- _TASK PROMPT_
Beginning with the first entry, restate the data word for word and leave out the images.
● ● ●
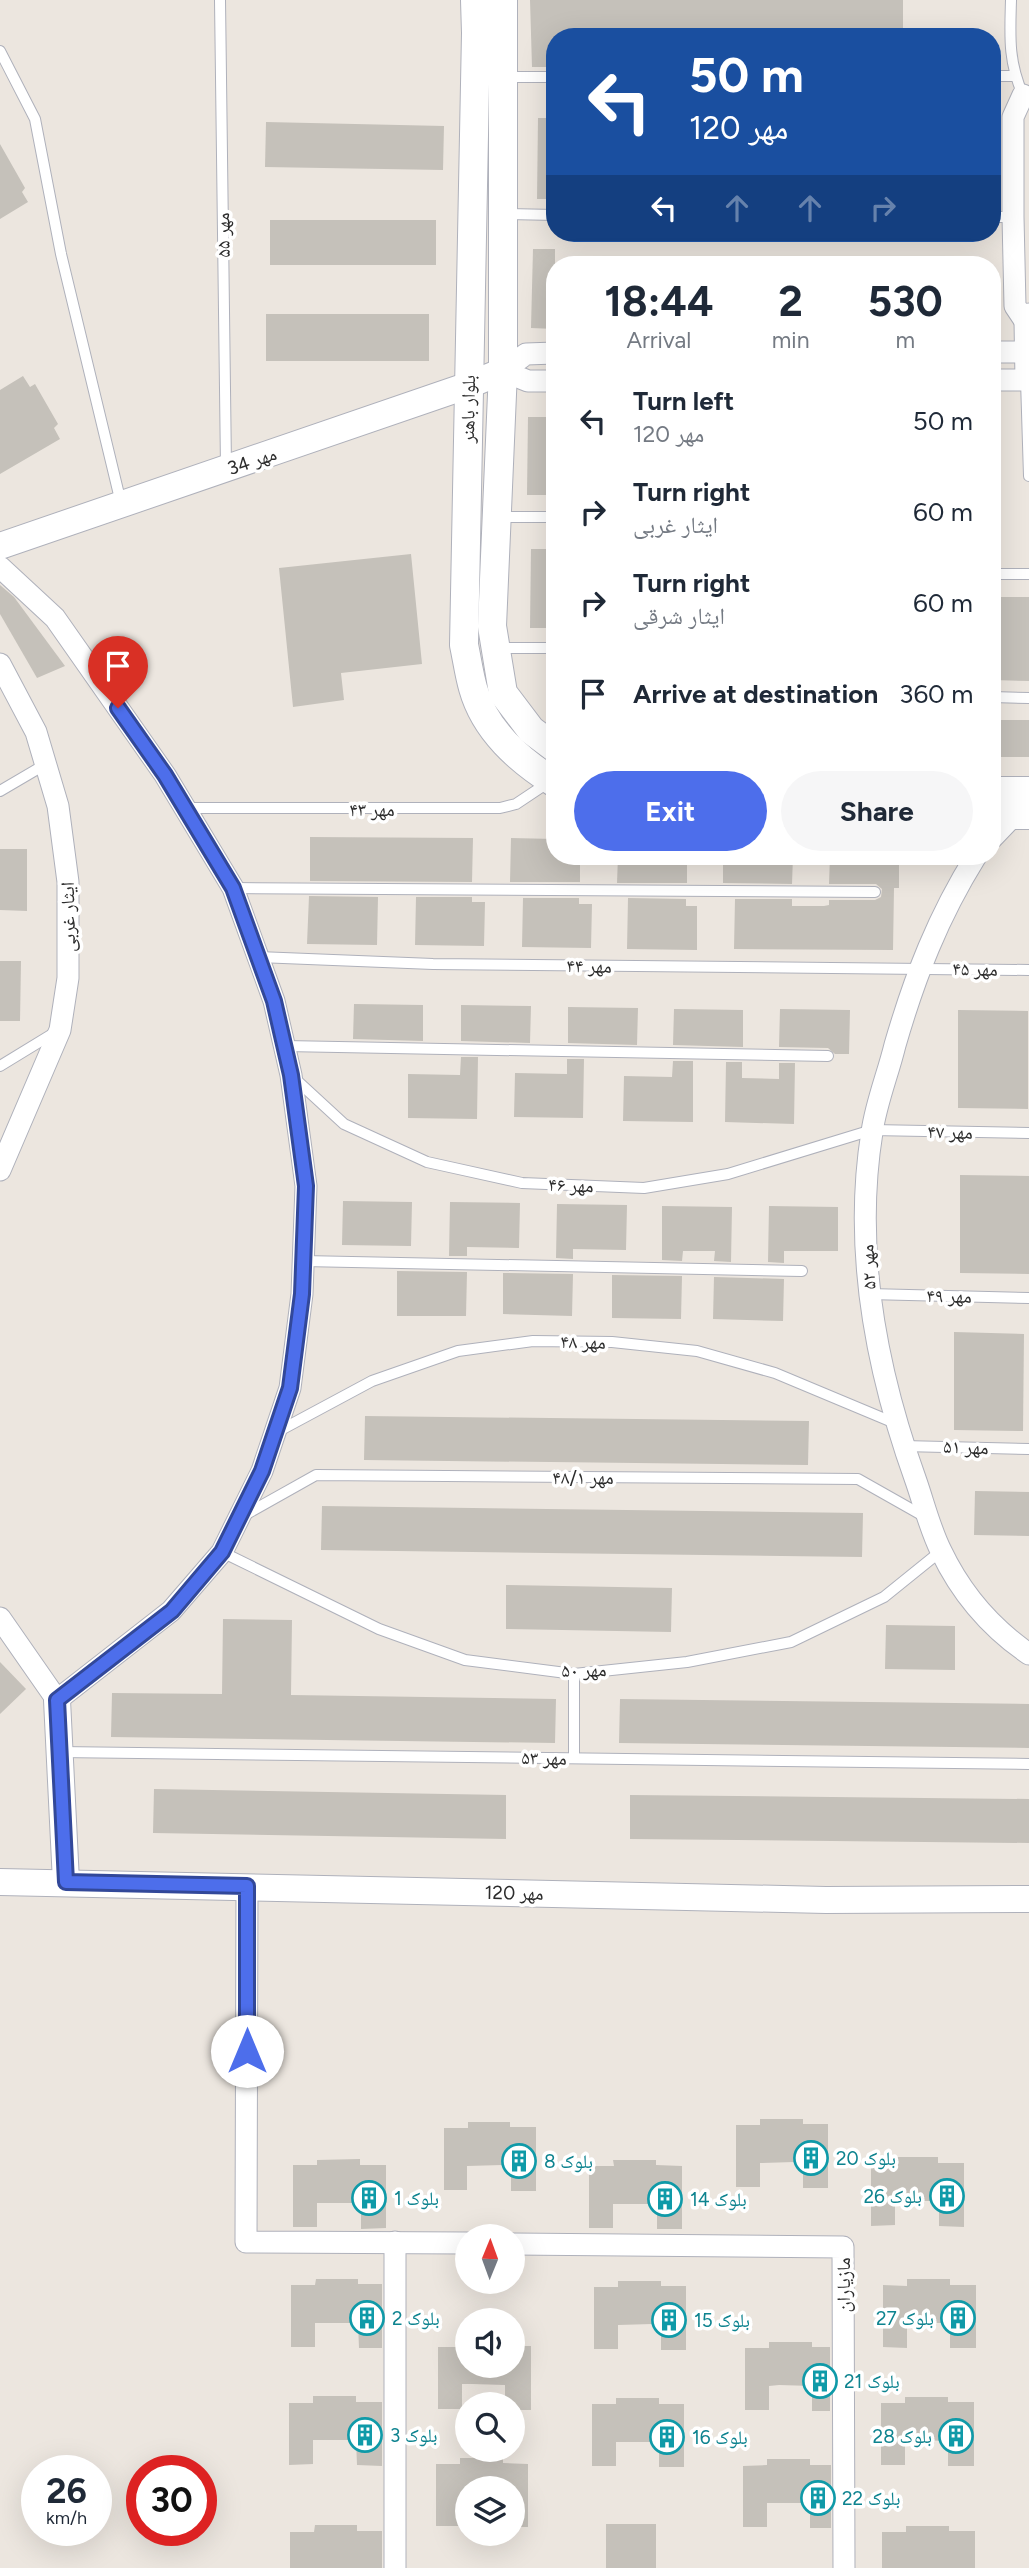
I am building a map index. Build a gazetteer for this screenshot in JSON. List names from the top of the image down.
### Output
{
  "streets": {
    "main road": ["بلوار باهنر"],
    "street": [
      "مهر 34",
      "ایثار غربی",
      "مهر ۵۲",
      "مهر 120",
      "مازیاران"
    ],
    "lane": [
      "مهر ۵۵",
      "مهر ۴۳",
      "مهر ۴۴",
      "مهر ۴۵",
      "مهر ۴۷",
      "مهر ۴۶",
      "مهر ۴۹",
      "مهر ۴۸",
      "مهر ۵۱",
      "مهر ۴۸/۱",
      "مهر ۵۰",
      "مهر ۵۳"
    ]
  },
  "crossings": [
    ["مهر ۵۵", "مهر 34"],
    ["بلوار باهنر", "مهر 34"],
    ["مهر ۴۴", "مهر ۴۵"],
    ["مهر ۴۴", "مهر ۵۲"],
    ["مهر ۴۵", "مهر ۵۲"],
    ["مهر ۴۷", "مهر ۴۶"],
    ["مهر ۴۷", "مهر ۵۲"],
    ["مهر ۴۶", "مهر ۵۲"],
    ["مهر ۵۲", "مهر ۴۹"],
    ["مهر ۵۲", "مهر ۴۸"],
    ["مهر ۵۲", "مهر ۵۱"],
    ["مهر ۵۲", "مهر ۴۸/۱"],
    ["مهر ۵۲", "مهر ۵۰"]
  ],
  "places": {
    "building": [
      "بلوک 20",
      "بلوک 8",
      "بلوک 26",
      "بلوک 1",
      "بلوک 14",
      "بلوک 2",
      "بلوک 27",
      "بلوک 15",
      "بلوک 21",
      "بلوک 3",
      "بلوک 28",
      "بلوک 16",
      "بلوک 22"
    ]
  },
  "north": "top",
  "page": {
    "turn": ["50 m", "مهر 120"],
    "eta": [
      "18:44",
      "Arrival",
      "2",
      "min",
      "530",
      "m"
    ],
    "list": [
      {
        "name": "Turn left",
        "note": "مهر 120",
        "value": "50 m"
      },
      {
        "name": "Turn right",
        "note": "ایثار غربی",
        "value": "60 m"
      },
      {
        "name": "Turn right",
        "note": "ایثار شرقی",
        "value": "60 m"
      },
      {
        "name": "Arrive at destination",
        "value": "360 m"
      }
    ],
    "buttons": ["Exit", "Share"],
    "speed": "26 km/h",
    "limit": "30"
  }
}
● ● ●
- _TASK SOLUTION_
I am building a map index. Build a gazetteer for this screenshot in JSON. List names from the top of the image down.
### Output
{
  "streets": {
    "main road": ["بلوار باهنر"],
    "street": [
      "مهر 34",
      "ایثار غربی",
      "مهر ۵۲",
      "مهر 120",
      "مازیاران"
    ],
    "lane": [
      "مهر ۵۵",
      "مهر ۴۳",
      "مهر ۴۴",
      "مهر ۴۵",
      "مهر ۴۷",
      "مهر ۴۶",
      "مهر ۴۹",
      "مهر ۴۸",
      "مهر ۵۱",
      "مهر ۴۸/۱",
      "مهر ۵۰",
      "مهر ۵۳"
    ]
  },
  "crossings": [
    ["مهر ۵۵", "مهر 34"],
    ["بلوار باهنر", "مهر 34"],
    ["مهر ۴۴", "مهر ۴۵"],
    ["مهر ۴۴", "مهر ۵۲"],
    ["مهر ۴۵", "مهر ۵۲"],
    ["مهر ۴۷", "مهر ۴۶"],
    ["مهر ۴۷", "مهر ۵۲"],
    ["مهر ۴۶", "مهر ۵۲"],
    ["مهر ۵۲", "مهر ۴۹"],
    ["مهر ۵۲", "مهر ۴۸"],
    ["مهر ۵۲", "مهر ۵۱"],
    ["مهر ۵۲", "مهر ۴۸/۱"],
    ["مهر ۵۲", "مهر ۵۰"]
  ],
  "places": {
    "building": [
      "بلوک 20",
      "بلوک 8",
      "بلوک 26",
      "بلوک 1",
      "بلوک 14",
      "بلوک 2",
      "بلوک 27",
      "بلوک 15",
      "بلوک 21",
      "بلوک 3",
      "بلوک 28",
      "بلوک 16",
      "بلوک 22"
    ]
  },
  "north": "top",
  "page": {
    "turn": ["50 m", "مهر 120"],
    "eta": [
      "18:44",
      "Arrival",
      "2",
      "min",
      "530",
      "m"
    ],
    "list": [
      {
        "name": "Turn left",
        "note": "مهر 120",
        "value": "50 m"
      },
      {
        "name": "Turn right",
        "note": "ایثار غربی",
        "value": "60 m"
      },
      {
        "name": "Turn right",
        "note": "ایثار شرقی",
        "value": "60 m"
      },
      {
        "name": "Arrive at destination",
        "value": "360 m"
      }
    ],
    "buttons": ["Exit", "Share"],
    "speed": "26 km/h",
    "limit": "30"
  }
}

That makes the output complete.